Storage of your choice: I recommend NVMe SSDs, but you can pick whatever you want to store your models.
SXM2 Vs. PCIe
The difference between them should be clear. SXM2 is an HPC-centric form factor for Nvidia Tesla GPUs. Most importantly it gives access to the NVSwitch, which provides a 300GBps NVLink interconnect between the V100s, which you would not get if you were using PCIe or adapters. If you're running tensor parallel, which you will, this is the best thing you could ever have.
The Setup
This machine costs roughly $2000 per complete node for 64GB of VRAM, coming out to $475/GPU, and provides batched inference performance twice that of 4090s. In reality two 4090s would actually be slower because no NVLink, with only 48GB VRAM, and also would cost $3200.
Software
If you want to use Proxmox to do GPU compute across multiple virtual machines, you will need to use a local licensing server to bypass the Nvidia vGPU license. I use this one by GreenDamTan, it works nicely.
If you don't care, you don't need any shittery. Just the Nvidia Tesla driver will do. Your inference backend will be either Aphrodite or vLLM, as these support tensor parallel. I recommend Aphrodite dev branch, as it uses a Triton implementation of FlashAttention V2 supporting V100 tensor core shapes just like vLLM.
Hardware, Continued
The whole idea of V100MAXXING is for it to be affordable and scalable. The more you buy, the more you save. Fortunately, Nvidia has given us GPUDirect RDMA to do this with. The T181-G20 has two PCI-E 3.0 expansion slots, which you should fill with either 40Gbps or 100Gbps GPUDirect supported NICs if you plan on running multi-node.
Power
Unfortunately, the server this build uses requires external 12V power. Fortunately, there are multiple ways you could resolve this issue:
The Easy Way:
This is the most expensive method. Find an OpenComputeProject rackmount power supply unit, and some distribution busbars to accompany them.

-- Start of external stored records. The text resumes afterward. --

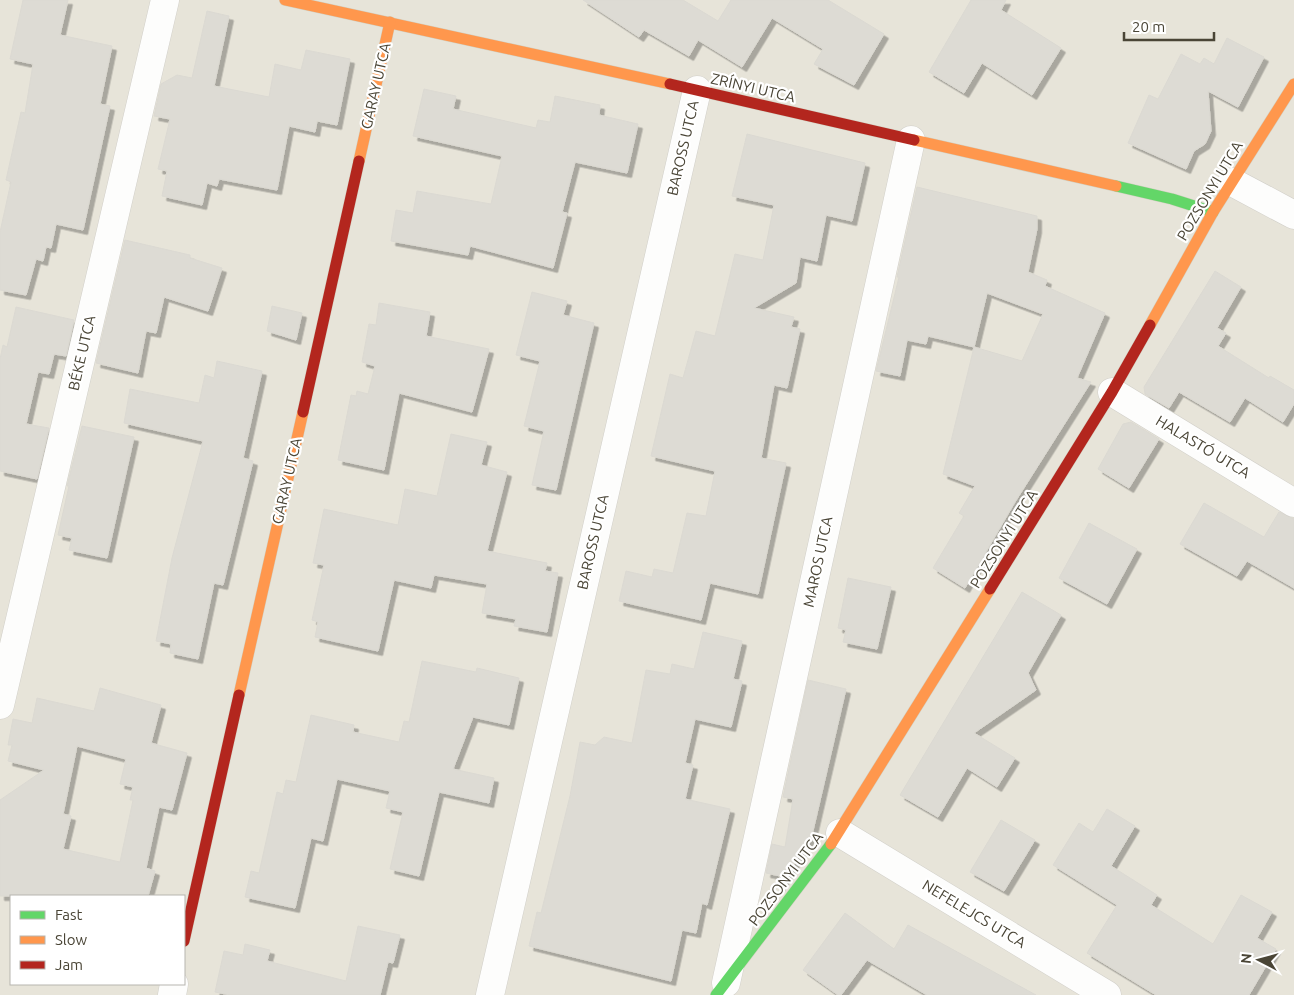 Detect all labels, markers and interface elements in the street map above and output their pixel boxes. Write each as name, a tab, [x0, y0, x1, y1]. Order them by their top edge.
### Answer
scale bar	[1124, 10, 1214, 42]
text: 20 m	[1132, 18, 1165, 35]
street label: GARAY UTCA	[357, 41, 394, 131]
street label: ZRÍNYI UTCA	[709, 70, 797, 106]
street label: BAROSS UTCA	[663, 98, 702, 197]
street label: POZSONYI UTCA	[1173, 138, 1246, 244]
street label: BÉKE UTCA	[65, 313, 98, 392]
street label: HALASTÓ UTCA	[1153, 412, 1254, 482]
street label: GARAY UTCA	[268, 436, 305, 526]
street label: POZSONYI UTCA	[966, 486, 1041, 591]
street label: BAROSS UTCA	[573, 492, 612, 591]
street label: MAROS UTCA	[800, 515, 836, 609]
street label: POZSONYI UTCA	[745, 828, 827, 929]
street label: NEFELEJCS UTCA	[920, 876, 1029, 951]
legend	[10, 895, 185, 985]
text: Fast	[55, 906, 83, 923]
text: Slow	[55, 931, 88, 948]
north arrow	[1234, 935, 1284, 985]
text: N	[1238, 953, 1255, 965]
text: Jam	[55, 956, 83, 973] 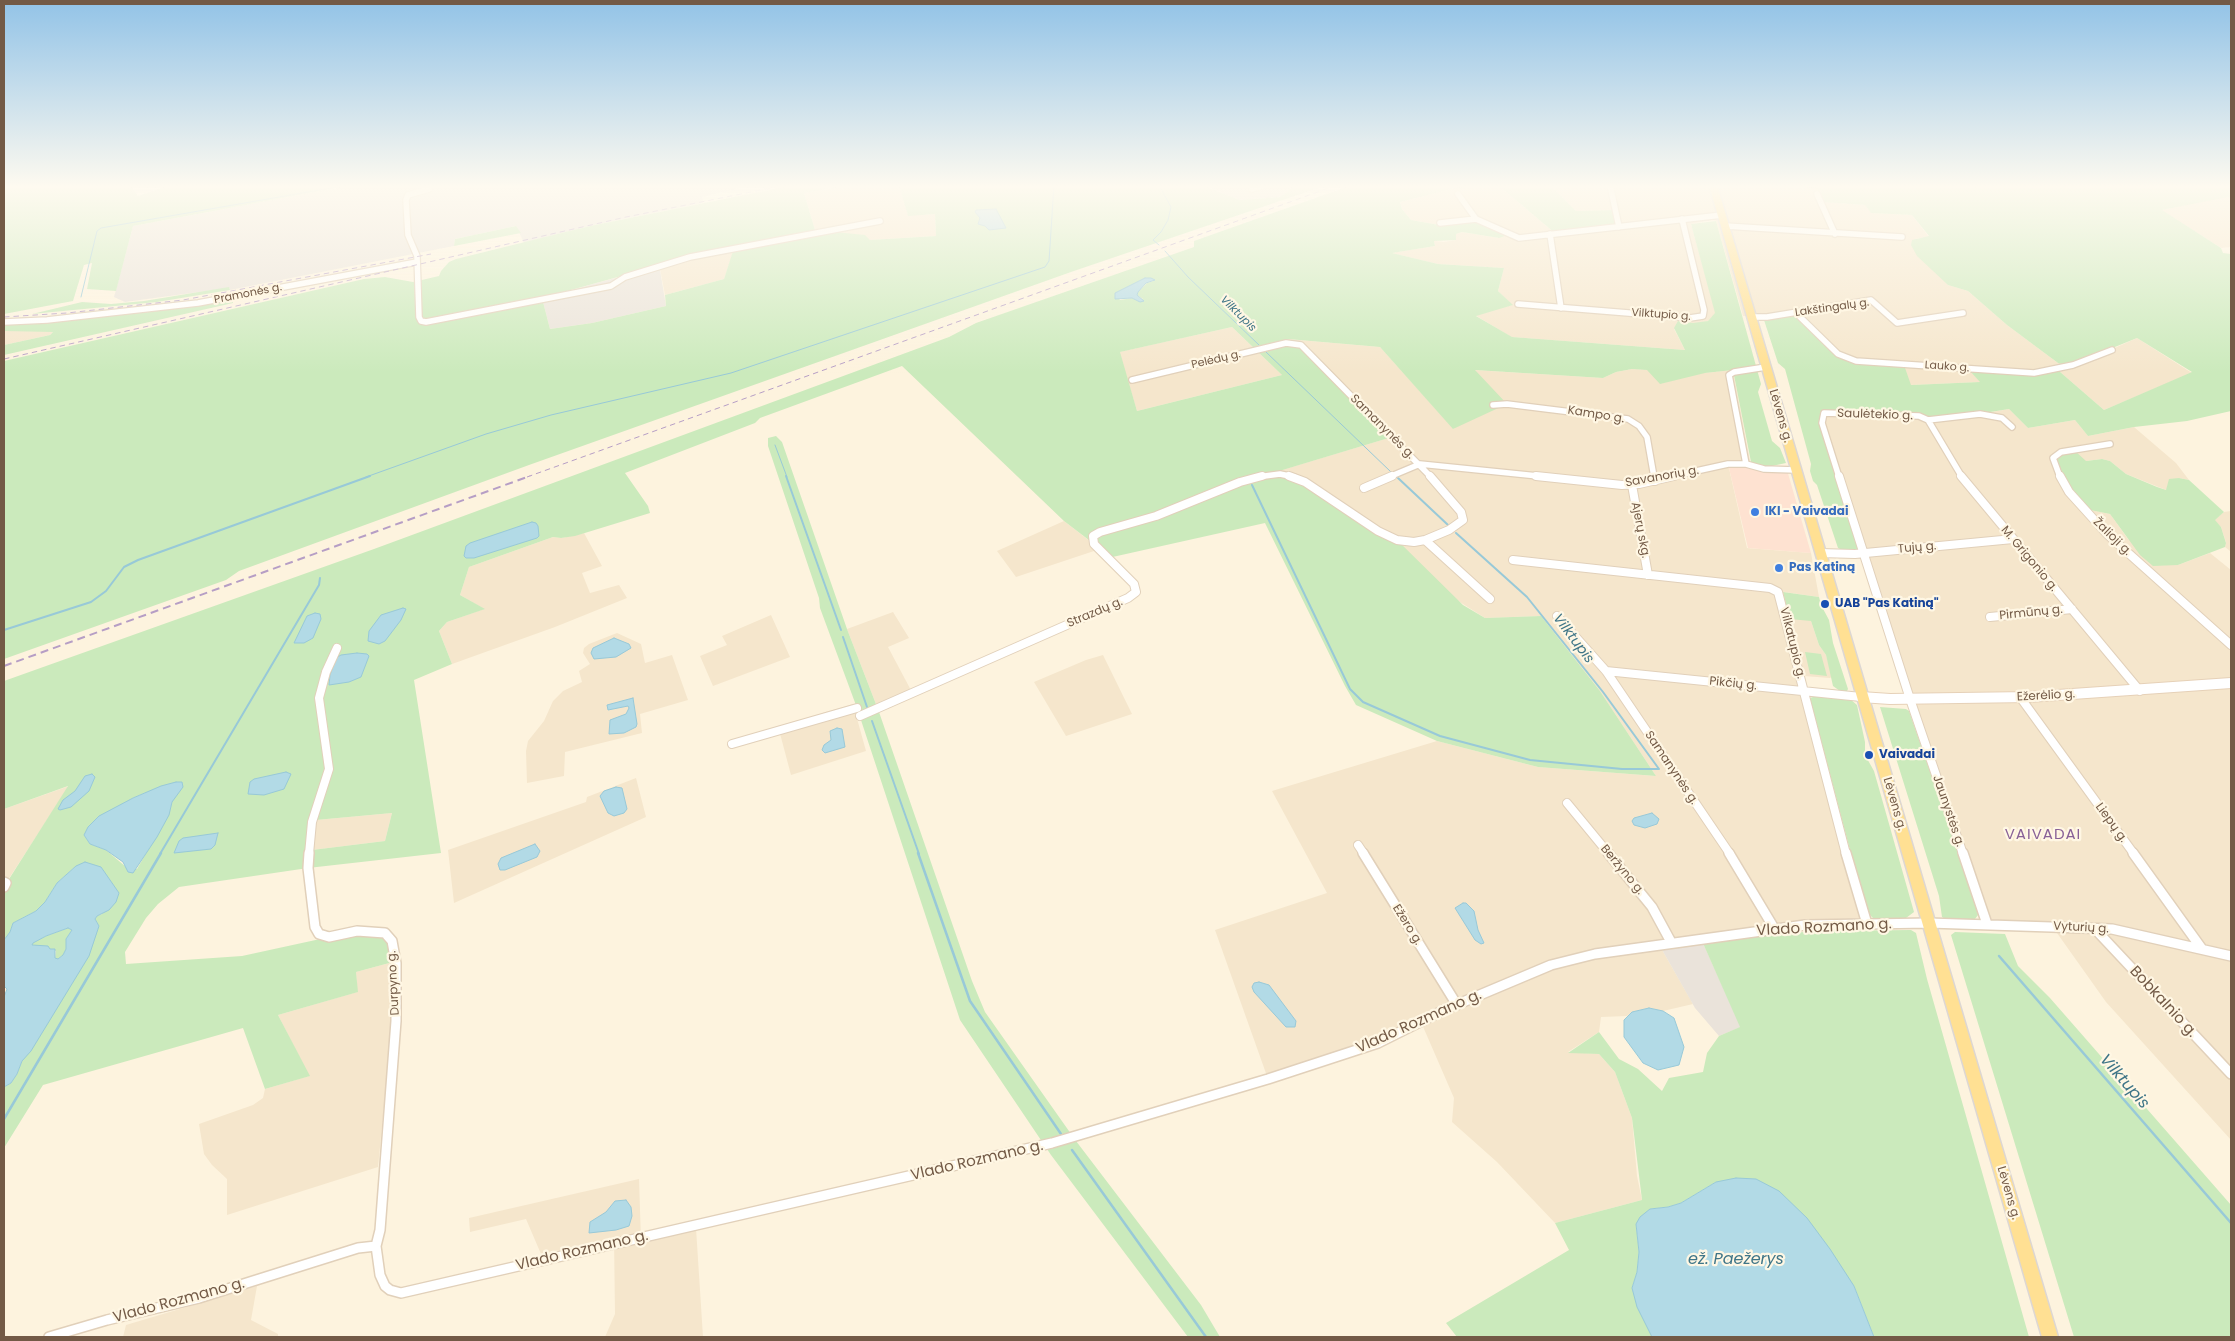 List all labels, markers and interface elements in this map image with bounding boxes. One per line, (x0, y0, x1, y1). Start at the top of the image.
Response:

You may need to modify your rack so it will attach correctly, but if you're going to be mounting these in a rack you needed to do this anyway, as these units are slightly wider than typical racks.
The DIY Way:
Buy some dell/whoever server PSUs, particularly ones that have good PCB pads to solder to. Using battery wire ($20 is all you need) solder one exposed end of the battery wires to the PSU's +12V and GND PCB pads. The other ends of the battery wire should have ring terminals ($5-10) crimped on, which can then be attached into the server's power distribution board.
The Hard Way:
This is probably the cleanest solution. Figure out the pinout of the proprietary 14 and 18 pin power connectors into the motherboard and modify the pinout of existing adapters to match. If you're not willing to solder or pay out the ass, do this one.